6

Many server administrators want their server to be used only by humans and not by retrieval programs like wget. One way to block such programs is to use log analysis. Log analysis identifies retrieval programs by looking for statistically significant similarities among the requests, often through timing.

Whenever I try to use wget to download packages through a shell script (one similar to those created by synaptic, mostly they are actually created by synaptic), only a few packages are downloaded and most of the packages fail to download due to connection refusal.

So I strongly think that the most probable reason why the connection is refused is that Ubuntu servers use log analysis to block programs.

Do Ubuntu servers use log analysis to block (package retrieval) programs?

EDIT:
I executed some scripts which contained packages of small size (i.e., they would get downloaded in less time). Such scripts work properly as expected. The error comes up with packages that are large in size (consequently they take more time).

jtd
  • 2,385

2 Answers2

3

wget has an option, --random-wait, that is designed to avert log analysis blocking. From the docs:

--random-wait

Some web sites may perform log analysis to identify retrieval programs such as Wget by looking for statistically significant similarities in the time between requests. This option causes the time between requests to vary between 0.5 and 1.5 * wait seconds, where wait was specified using the --wait option, in order to mask Wget's presence from such analysis.

A 2001 article in a publication devoted to development on a popular consumer platform provided code to perform this analysis on the fly. Its author suggested blocking at the class C address level to ensure automated retrieval programs were blocked despite changing DHCP-supplied addresses.

The --random-wait option was inspired by this ill-advised recommendation to block many unrelated users from a web site due to the actions of one.

So chances are, if the server accepts you with the --random-wait option turned on but not without it, it is using log analysis.

Richard
  • 8,588
1

Most of the mirrors aren't controlled by Ubuntu and their configuration is completely up to the sysadmins.

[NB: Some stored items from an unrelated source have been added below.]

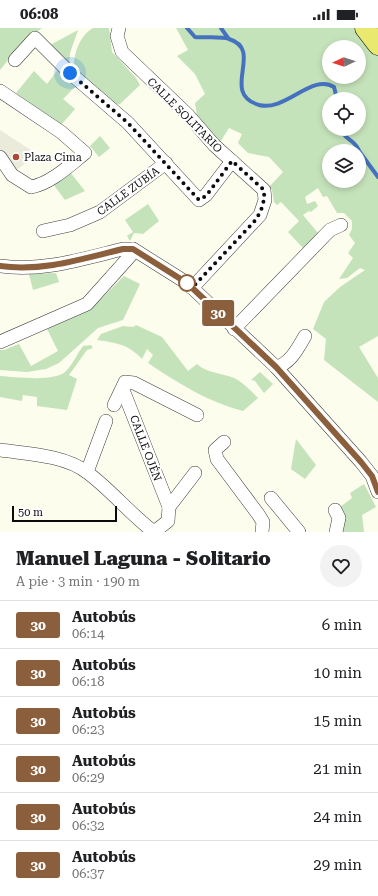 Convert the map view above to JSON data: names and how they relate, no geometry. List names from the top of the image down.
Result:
{
  "streets": {
    "street": ["CALLE SOLITARIO", "CALLE ZUBÍA", "CALLE OJÉN"]
  },
  "places": ["Plaza Cima"],
  "lines": ["bus line 30"],
  "scale_bar": "50 m",
  "north": "left",
  "page": {
    "status": "06:08",
    "on_map": "30",
    "scale": "50 m",
    "heading": ["Manuel Laguna - Solitario", "A pie · 3 min · 190 m"],
    "list": [
      {
        "mark": "30",
        "name": "Autobús",
        "note": "06:14",
        "value": "6 min"
      },
      {
        "mark": "30",
        "name": "Autobús",
        "note": "06:18",
        "value": "10 min"
      },
      {
        "mark": "30",
        "name": "Autobús",
        "note": "06:23",
        "value": "15 min"
      },
      {
        "mark": "30",
        "name": "Autobús",
        "note": "06:29",
        "value": "21 min"
      },
      {
        "mark": "30",
        "name": "Autobús",
        "note": "06:32",
        "value": "24 min"
      },
      {
        "mark": "30",
        "name": "Autobús",
        "note": "06:37",
        "value": "29 min"
      }
    ]
  }
}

By extension there may be some blocking on some mirrors. I personally don't see why they would but given the defaults, wget is pretty simple to fingerprint through its user-agent string even before you start considering behavioural tracking.

You can make wget look like the current apt quite simply:

wget -U "Ubuntu APT-HTTP/1.3 (0.9.9.1~ubuntu3)" ...

And as another user pointed out, if your current mirror is controlled by somebody who doesn't want you using wget, you could just use another mirror. There are loads of them.

Oli
  • 299,380